- **PROBLEM DESCRIPTION**
Below are the records. List every line holding the word "lane".

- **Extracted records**
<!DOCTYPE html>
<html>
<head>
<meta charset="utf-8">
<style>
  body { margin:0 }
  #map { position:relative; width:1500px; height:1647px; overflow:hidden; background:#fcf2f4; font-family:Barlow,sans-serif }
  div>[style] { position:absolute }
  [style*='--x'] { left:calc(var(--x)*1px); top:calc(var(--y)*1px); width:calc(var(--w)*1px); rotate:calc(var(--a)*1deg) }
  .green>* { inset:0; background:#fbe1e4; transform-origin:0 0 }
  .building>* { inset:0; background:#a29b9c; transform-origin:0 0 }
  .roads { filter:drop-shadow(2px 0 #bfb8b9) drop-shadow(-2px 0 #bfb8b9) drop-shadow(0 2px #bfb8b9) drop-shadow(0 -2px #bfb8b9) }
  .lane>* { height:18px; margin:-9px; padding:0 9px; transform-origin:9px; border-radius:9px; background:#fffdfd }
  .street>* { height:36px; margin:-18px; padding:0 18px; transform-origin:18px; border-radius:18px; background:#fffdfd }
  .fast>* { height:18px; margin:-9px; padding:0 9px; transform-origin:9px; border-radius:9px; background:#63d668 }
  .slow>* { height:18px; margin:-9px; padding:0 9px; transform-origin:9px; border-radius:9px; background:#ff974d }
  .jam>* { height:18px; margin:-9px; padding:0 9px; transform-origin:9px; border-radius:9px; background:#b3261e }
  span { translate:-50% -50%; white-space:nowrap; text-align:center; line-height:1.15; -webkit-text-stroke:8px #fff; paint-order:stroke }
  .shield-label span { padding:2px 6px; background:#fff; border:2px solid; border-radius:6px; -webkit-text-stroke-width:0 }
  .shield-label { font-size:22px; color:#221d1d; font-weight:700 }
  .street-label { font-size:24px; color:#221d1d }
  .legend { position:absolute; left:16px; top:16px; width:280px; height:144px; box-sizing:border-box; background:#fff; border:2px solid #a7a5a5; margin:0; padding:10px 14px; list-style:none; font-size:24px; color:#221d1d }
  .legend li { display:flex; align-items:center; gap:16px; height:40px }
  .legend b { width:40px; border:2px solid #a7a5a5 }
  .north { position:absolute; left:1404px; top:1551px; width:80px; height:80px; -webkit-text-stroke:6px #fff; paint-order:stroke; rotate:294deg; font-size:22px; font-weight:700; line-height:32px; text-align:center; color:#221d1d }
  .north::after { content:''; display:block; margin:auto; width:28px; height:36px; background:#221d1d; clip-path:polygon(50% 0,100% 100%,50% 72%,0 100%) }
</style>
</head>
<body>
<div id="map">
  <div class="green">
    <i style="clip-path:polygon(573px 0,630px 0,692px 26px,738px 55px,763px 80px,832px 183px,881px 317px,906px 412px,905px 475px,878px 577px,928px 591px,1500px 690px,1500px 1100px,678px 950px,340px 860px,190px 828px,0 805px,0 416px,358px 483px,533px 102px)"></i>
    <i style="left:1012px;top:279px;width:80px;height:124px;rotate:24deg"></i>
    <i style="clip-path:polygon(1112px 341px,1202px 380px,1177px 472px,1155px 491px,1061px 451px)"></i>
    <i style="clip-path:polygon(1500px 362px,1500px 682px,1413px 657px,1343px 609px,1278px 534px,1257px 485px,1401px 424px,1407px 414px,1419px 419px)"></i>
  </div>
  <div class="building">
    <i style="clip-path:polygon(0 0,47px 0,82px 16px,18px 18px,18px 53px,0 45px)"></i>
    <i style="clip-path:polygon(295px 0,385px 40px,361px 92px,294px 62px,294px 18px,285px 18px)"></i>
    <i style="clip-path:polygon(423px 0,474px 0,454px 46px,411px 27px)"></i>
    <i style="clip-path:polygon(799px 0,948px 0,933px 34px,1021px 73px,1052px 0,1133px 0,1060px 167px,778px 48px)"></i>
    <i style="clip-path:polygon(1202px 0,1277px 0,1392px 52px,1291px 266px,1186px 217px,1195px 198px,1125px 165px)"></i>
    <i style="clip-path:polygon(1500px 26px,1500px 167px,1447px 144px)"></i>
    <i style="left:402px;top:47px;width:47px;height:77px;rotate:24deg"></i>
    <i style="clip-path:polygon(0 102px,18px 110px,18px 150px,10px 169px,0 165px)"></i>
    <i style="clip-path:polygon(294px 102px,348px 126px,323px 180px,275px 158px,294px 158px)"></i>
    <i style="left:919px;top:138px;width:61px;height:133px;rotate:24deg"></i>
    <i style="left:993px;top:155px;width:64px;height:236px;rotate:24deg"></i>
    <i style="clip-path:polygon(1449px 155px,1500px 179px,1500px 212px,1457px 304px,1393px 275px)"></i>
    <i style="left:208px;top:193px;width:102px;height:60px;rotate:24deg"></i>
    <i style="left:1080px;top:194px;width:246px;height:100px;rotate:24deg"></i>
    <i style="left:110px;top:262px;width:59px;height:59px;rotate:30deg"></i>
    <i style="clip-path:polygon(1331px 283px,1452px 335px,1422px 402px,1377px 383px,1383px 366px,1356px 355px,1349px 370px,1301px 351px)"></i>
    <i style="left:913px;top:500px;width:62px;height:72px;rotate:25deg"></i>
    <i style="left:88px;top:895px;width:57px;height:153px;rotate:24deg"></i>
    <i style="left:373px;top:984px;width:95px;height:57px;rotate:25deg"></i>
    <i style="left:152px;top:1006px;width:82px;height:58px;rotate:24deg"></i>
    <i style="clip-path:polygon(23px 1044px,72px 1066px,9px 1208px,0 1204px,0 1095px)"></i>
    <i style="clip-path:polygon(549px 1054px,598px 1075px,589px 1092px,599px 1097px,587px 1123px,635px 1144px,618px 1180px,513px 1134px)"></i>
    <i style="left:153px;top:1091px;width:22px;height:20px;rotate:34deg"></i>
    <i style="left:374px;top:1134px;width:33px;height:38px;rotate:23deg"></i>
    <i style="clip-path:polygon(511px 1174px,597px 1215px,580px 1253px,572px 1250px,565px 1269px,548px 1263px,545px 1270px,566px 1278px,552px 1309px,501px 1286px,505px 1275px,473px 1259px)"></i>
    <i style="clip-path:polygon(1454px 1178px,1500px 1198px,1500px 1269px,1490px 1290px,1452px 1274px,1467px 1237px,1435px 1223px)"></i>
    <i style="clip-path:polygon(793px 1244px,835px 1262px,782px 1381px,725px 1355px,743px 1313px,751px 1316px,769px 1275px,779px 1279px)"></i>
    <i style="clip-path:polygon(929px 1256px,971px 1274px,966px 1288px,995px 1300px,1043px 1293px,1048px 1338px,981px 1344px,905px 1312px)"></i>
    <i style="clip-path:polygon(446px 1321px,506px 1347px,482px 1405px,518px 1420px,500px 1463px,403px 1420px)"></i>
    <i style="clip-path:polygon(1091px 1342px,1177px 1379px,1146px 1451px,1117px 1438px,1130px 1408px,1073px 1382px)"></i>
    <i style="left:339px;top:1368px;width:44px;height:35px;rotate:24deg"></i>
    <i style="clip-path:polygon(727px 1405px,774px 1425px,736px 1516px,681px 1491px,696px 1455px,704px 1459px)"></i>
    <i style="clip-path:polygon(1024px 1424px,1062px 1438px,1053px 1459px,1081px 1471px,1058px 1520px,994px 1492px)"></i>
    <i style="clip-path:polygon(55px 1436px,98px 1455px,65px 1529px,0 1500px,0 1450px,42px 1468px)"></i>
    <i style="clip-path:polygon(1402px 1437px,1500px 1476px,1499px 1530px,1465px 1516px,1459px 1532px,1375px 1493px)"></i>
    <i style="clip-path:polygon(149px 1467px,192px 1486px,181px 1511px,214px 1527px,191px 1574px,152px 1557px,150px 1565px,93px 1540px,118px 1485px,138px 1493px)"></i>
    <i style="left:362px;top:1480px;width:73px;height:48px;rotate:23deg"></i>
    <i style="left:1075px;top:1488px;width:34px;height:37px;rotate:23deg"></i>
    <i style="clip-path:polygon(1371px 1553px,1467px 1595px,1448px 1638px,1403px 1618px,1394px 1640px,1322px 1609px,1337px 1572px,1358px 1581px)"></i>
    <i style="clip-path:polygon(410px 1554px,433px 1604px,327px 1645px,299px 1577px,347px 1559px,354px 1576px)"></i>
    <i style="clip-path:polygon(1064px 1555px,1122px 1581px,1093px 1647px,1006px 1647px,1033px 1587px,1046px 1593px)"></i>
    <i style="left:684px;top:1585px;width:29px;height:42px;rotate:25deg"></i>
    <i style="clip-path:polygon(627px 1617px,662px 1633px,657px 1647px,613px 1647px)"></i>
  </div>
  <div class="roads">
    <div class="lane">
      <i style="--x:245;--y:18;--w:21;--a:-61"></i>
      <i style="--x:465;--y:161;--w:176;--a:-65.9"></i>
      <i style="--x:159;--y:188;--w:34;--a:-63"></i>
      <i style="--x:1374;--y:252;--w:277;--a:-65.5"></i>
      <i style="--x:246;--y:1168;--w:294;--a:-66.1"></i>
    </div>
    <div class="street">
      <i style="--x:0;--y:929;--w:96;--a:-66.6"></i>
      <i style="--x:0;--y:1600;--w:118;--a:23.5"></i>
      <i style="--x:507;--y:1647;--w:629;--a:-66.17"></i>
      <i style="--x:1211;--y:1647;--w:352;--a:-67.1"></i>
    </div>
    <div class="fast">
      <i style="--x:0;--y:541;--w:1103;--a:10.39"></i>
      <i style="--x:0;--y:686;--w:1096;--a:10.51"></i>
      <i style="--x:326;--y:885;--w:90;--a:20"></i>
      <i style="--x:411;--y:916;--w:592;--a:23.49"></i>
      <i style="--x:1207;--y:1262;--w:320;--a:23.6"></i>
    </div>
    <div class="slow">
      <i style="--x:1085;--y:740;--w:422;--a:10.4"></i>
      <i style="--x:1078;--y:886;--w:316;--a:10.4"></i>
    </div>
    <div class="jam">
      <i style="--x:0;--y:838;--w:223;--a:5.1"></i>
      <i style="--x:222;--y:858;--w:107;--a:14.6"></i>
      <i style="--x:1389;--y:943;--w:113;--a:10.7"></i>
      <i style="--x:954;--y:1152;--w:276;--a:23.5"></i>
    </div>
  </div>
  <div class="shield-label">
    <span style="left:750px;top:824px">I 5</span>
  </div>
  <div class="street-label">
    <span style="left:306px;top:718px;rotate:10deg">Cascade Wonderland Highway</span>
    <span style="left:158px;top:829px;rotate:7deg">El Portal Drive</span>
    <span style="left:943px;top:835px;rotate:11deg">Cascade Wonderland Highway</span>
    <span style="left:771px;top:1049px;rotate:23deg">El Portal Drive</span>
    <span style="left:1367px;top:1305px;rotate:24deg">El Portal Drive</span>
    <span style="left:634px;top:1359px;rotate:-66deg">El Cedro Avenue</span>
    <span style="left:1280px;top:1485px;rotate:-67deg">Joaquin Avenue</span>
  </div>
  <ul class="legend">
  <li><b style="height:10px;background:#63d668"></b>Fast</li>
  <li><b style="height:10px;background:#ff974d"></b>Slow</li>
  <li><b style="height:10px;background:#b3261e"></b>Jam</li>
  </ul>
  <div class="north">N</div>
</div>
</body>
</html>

- **RESPONSE TO THIS TASK**
  .lane>* { height:18px; margin:-9px; padding:0 9px; transform-origin:9px; border-radius:9px; background:#fffdfd }
    <div class="lane">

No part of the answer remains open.